How Can Nature Contribute to a Healthier Rochester?
Collaboration explores urban conservation in the Joseph Avenue corridor
By Kate Frazer
On a biting cold day this winter, 18 landscape architecture students visited Rochester’s Joseph Avenue neighborhood to photograph buildings and sidewalks, measure street trees and document vacant lots. They picked up payphones to check if they were working and noted storm drains and crosswalks (or the lack there of). Although they received some inquisitive looks, their activities were with good reason.
At the turn of the last century, Joseph Avenue was bustling with markets, bakeries and clothing stores. American chestnut trees lined the sidewalks. Magnolias and crabapples were nestled in front yards. But on this winter day, the neighborhood seemed bare and abandoned. The trees looked unhealthy, overshadowed by vacant lots and boarded up buildings.

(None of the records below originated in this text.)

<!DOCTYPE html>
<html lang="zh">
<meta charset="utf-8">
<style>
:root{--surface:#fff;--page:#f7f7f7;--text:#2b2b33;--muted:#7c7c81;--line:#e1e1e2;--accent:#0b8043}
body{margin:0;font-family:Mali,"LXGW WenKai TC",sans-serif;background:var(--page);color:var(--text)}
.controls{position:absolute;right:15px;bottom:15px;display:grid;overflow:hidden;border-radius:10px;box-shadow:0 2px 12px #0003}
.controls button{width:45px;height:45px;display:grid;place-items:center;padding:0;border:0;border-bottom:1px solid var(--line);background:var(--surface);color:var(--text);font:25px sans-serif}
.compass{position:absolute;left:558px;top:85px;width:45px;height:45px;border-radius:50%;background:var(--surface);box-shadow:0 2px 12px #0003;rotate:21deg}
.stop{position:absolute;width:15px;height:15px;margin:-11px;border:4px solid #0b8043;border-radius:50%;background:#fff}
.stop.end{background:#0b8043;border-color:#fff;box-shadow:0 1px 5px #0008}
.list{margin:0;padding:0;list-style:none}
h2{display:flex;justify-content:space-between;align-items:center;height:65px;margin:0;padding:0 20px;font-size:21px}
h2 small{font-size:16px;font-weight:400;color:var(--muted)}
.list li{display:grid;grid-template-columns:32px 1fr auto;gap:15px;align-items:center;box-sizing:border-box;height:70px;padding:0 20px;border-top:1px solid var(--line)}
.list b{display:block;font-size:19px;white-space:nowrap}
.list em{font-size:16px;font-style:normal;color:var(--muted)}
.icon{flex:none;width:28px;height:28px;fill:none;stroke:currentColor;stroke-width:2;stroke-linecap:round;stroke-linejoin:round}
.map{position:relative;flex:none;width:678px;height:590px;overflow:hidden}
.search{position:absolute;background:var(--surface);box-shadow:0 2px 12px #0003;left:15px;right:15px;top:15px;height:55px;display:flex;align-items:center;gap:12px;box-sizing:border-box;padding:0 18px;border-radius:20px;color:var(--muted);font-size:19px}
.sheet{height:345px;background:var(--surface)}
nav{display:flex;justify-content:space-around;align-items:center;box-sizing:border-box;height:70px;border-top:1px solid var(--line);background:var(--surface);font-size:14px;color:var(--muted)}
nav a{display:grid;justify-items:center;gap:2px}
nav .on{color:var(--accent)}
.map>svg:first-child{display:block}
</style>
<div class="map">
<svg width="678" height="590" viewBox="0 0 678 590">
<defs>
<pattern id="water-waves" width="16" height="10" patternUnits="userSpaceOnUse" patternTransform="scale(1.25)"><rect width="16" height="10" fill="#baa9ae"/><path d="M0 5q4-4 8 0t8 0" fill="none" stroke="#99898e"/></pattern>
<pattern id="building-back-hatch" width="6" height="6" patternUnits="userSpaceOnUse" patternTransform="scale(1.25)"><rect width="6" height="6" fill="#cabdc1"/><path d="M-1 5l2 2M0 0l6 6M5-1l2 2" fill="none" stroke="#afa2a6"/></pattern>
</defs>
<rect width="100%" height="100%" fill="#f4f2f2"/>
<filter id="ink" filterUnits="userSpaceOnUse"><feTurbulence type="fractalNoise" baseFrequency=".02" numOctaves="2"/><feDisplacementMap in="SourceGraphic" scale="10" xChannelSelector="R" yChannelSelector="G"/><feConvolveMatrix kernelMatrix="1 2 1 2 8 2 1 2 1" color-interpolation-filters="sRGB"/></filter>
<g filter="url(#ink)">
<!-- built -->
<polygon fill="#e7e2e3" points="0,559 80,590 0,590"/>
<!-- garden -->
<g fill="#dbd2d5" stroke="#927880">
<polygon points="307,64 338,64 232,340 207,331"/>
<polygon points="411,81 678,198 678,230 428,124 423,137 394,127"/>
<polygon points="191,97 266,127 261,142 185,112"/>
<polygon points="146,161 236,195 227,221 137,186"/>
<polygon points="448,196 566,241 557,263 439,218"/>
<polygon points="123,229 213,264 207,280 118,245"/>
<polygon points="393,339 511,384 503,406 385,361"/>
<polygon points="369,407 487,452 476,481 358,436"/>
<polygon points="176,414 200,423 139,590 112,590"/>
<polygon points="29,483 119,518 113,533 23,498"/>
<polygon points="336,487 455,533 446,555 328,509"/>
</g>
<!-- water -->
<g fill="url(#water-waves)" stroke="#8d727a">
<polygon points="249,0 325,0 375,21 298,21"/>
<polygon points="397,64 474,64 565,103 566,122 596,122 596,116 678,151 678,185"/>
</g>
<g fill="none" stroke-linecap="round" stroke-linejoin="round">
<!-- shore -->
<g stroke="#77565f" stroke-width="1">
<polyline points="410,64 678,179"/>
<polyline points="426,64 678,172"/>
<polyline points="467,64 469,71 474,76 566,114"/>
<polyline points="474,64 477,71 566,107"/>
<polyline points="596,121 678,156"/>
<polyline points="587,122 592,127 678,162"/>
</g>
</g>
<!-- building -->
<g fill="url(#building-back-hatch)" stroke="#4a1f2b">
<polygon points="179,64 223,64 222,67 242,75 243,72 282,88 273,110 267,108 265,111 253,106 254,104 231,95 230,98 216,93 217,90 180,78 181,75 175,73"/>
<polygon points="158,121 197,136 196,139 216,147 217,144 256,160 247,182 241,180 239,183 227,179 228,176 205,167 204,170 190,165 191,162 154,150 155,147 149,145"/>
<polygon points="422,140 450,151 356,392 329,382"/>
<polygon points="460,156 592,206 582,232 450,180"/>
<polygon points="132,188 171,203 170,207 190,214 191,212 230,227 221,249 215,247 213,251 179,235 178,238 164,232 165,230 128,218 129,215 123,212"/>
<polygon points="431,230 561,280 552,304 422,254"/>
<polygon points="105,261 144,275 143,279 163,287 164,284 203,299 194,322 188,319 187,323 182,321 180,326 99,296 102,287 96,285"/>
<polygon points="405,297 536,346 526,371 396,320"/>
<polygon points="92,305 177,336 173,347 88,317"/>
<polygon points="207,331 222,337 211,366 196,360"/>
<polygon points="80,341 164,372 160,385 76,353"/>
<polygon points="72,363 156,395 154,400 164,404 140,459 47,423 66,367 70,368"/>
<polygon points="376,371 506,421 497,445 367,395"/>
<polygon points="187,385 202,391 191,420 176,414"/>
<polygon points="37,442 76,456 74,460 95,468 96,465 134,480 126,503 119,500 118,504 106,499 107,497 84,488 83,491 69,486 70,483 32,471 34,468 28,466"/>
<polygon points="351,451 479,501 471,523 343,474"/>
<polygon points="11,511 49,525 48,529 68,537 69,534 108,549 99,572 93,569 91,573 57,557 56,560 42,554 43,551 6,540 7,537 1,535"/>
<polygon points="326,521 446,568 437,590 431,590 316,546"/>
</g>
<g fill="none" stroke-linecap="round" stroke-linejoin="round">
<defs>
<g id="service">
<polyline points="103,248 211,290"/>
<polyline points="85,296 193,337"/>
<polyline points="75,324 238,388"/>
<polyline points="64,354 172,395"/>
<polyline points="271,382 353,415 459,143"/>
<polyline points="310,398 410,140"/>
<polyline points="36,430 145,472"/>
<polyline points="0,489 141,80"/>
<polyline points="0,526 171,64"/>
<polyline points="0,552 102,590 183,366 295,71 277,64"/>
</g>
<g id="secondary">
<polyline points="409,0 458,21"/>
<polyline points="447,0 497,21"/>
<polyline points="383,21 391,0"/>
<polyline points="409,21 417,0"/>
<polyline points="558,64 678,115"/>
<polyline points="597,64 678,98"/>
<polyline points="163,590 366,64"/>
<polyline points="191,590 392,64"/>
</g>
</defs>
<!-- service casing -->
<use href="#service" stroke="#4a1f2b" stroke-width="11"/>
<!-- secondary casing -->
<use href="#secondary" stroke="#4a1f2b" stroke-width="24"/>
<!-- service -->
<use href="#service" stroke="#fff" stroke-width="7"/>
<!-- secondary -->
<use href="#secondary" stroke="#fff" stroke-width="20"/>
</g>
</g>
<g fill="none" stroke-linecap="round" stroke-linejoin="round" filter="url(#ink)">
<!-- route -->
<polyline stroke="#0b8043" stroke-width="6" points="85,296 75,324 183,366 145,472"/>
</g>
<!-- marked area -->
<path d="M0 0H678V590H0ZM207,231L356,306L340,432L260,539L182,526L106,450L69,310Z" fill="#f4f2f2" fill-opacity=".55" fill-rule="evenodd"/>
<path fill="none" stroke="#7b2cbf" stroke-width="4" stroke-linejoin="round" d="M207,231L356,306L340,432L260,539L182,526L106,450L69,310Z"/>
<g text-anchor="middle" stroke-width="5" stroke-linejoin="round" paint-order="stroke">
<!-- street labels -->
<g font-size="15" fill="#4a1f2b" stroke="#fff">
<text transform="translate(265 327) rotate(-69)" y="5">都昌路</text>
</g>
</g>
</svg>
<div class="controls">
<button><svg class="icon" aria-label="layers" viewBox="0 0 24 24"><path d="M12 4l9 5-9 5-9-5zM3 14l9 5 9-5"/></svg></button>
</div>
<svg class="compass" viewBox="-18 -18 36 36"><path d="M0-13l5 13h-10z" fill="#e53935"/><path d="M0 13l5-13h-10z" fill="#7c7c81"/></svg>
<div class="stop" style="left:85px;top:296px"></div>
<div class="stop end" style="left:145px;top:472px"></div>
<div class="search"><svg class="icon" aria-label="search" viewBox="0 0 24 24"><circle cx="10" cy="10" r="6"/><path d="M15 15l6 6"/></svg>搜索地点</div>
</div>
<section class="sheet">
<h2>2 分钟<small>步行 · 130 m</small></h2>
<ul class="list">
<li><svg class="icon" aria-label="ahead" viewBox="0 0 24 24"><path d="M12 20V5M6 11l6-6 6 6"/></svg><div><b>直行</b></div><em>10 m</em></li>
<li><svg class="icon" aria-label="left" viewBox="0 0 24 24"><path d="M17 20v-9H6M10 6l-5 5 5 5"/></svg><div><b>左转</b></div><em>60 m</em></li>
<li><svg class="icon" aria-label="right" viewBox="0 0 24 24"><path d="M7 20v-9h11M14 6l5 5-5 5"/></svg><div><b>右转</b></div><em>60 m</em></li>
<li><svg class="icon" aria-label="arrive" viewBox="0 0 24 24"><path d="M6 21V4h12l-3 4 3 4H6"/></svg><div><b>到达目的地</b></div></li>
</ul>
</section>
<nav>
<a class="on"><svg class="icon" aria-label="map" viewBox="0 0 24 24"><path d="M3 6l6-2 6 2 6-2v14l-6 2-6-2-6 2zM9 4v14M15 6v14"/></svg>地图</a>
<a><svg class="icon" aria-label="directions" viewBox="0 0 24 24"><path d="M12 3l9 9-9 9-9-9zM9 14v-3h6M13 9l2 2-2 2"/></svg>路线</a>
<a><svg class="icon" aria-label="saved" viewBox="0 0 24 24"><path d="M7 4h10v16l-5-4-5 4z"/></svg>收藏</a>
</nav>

As with many neighborhoods around the United States, the Joseph Avenue corridor began to change in the late 1940s as discriminatory housing policies, termed “redlining”, led to plummeting property values, drove new construction into the suburbs and made home ownership in the neighborhood very difficult.
But residents say Joseph Avenue is still “a front porch neighborhood”. There are street festivals, magnificent murals and a new arts center slated to open in an historic synagogue. People know each other’s names. Newer businesses like Bobo’s Chicken Shack and older ones like Sniderman’s Hardware anchor the community. The parking lot of the Lincoln Library is always full.
That was certainly true later that January day as a team from The Nature Conservancy joined the students, city officials and interested members of the community for one of several public sessions held this winter to discuss the future of the neighborhood.
The idea for the collaboration began when Dr. Neil Scheier, president of the Joseph Avenue Arts and Culture Alliance, approached the Conservancy as his group explored ideas for repurposing many abandoned lots. Intrigued by the question of what role nature might play in Joseph Avenue’s future, we looked to Nature Conservancy trustee, Emanuel Carter, a landscape architecture professor at SUNY College of Environmental Science & Forestry.
Before long, an undergraduate class, led by Professor Carter and visiting instructor, Jocelyn Gavitt, was meeting with property owners, neighbors and municipal officials.
Building healthy cities is one of the Conservancy’s biggest priorities. Cities are home to more than 62 percent of the U.S. population and cover 3.5 percent of the country’s land area. Nature-based solutions in cities have the potential to improve quality of life for people while also helping to fortify communities against extreme heat and flooding. What’s more, a growing body of evidence suggests that having a little bit of nature—parks, urban forests and community gardens—inside cities improves air quality, reduces stress and increases people’s health and mental well-being.
“There’s a concept called ‘forest bathing’ that describes both the mental and physical benefits that nature offers people,” explains Carter. “When you are in a forest, your blood pressure goes down, your heart rate goes down. Even the smallest green spaces can make a big difference.”
While the collaboration on Joseph Avenue is in an early phase, we’re using our experience in places like Louisville, Washington, D.C., and Birmingham as a guide. Many of the students’ initial designs for the Joseph Avenue corridor incorporate nature-based solutions, but further exploration is needed to ensure any projects the team pursues reflect the desires and needs of the neighborhood.
“These designs are the beginning of a larger conversation,” says Nature Conservancy scientist Darran Crabtree. “By taking the time to understand the needs of both people and nature here, we hope to help improve the well-being of residents and the urban environment in which they live.”